# Gran Fondo Giro d'Italia



## merckxman (Jan 23, 2002)

Coming to Miami-Coral Gables:
http://italiancyclingjournal.blogspot.com/2012/05/rcs-sport-launches-gran-fondo-giro.html


----------



## merckxman (Jan 23, 2002)

Latest announcement:
ITALIAN CYCLING JOURNAL: Think Pink: Giro d'Italia Announces Its First Gran Fondos in U.S.


----------



## DuviVr6 (Feb 9, 2012)

Cool I'm in! :thumbsup:


----------



## DIRT BOY (Aug 22, 2002)

Sweet! I am in!


----------



## RC28 (May 9, 2002)

Cool. Thanks for sharing the info. I'm moving back to Broward County next month (after being gone for 9 years ) so I already signed up for it.


----------



## Oxy (Jul 2, 2012)

I would love to come to this.

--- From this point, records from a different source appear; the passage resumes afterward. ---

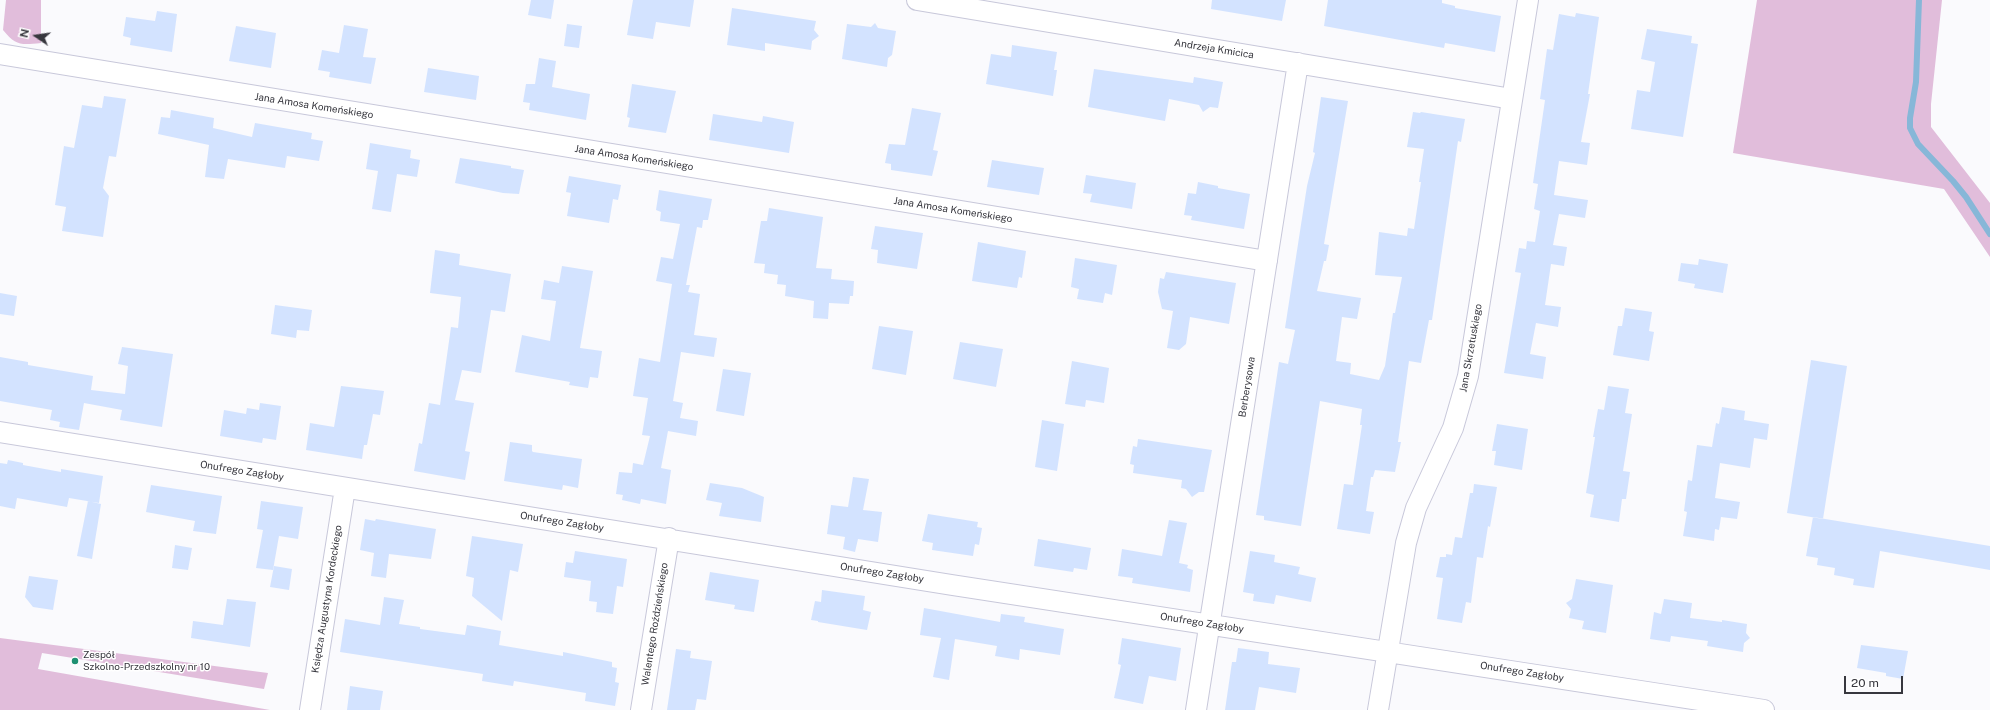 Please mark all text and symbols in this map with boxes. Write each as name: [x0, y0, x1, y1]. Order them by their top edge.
north arrow: [16, 16, 56, 56]
text: N: [17, 28, 31, 39]
street label: Andrzeja Kmicica: [1173, 37, 1255, 61]
street label: Jana Amosa Komeńskiego: [254, 91, 374, 121]
street label: Jana Amosa Komeńskiego: [574, 143, 694, 173]
street label: Jana Amosa Komeńskiego: [893, 195, 1013, 225]
street label: Jana Skrzetuskiego: [1457, 303, 1485, 393]
street label: Berberysowa: [1236, 356, 1258, 418]
street label: Onufrego Zagłoby: [199, 458, 285, 484]
street label: Onufrego Zagłoby: [519, 509, 605, 535]
street label: Księdza Augustyna Kordeckiego: [309, 524, 345, 674]
street label: Onufrego Zagłoby: [839, 560, 925, 586]
street label: Walentego Roździeńskiego: [639, 562, 671, 686]
street label: Onufrego Zagłoby: [1159, 610, 1245, 636]
place label: Zespół Szkolno-Przedszkolny nr 10: [83, 649, 210, 672]
marker: Zespół Szkolno-Przedszkolny nr 10: [70, 656, 80, 666]
street label: Onufrego Zagłoby: [1479, 659, 1565, 685]
scale bar: [1846, 668, 1905, 694]
text: 20 m: [1851, 676, 1879, 690]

Can someone recommend a good place to rent a bike.


----------



## snookanglr (Jul 31, 2012)

Pricey but my wife and I are going.


----------



## Fireform (Dec 15, 2005)

It better be better organized than last year.


----------



## snookanglr (Jul 31, 2012)

It's a different group putting it on this year so that could help. I think you're thinking of the one by Gran Fondo USA. I'm talking about the Giro d'Italia.


----------



## Fireform (Dec 15, 2005)

That's true. It's still a mighty expensive Century though. The Speedway and Snowbird events are more like $40.


----------



## RoadFan (Dec 31, 2008)

Wow, beyond my budget, my bicycle takes all of it anyway! Yes, is not a lot


----------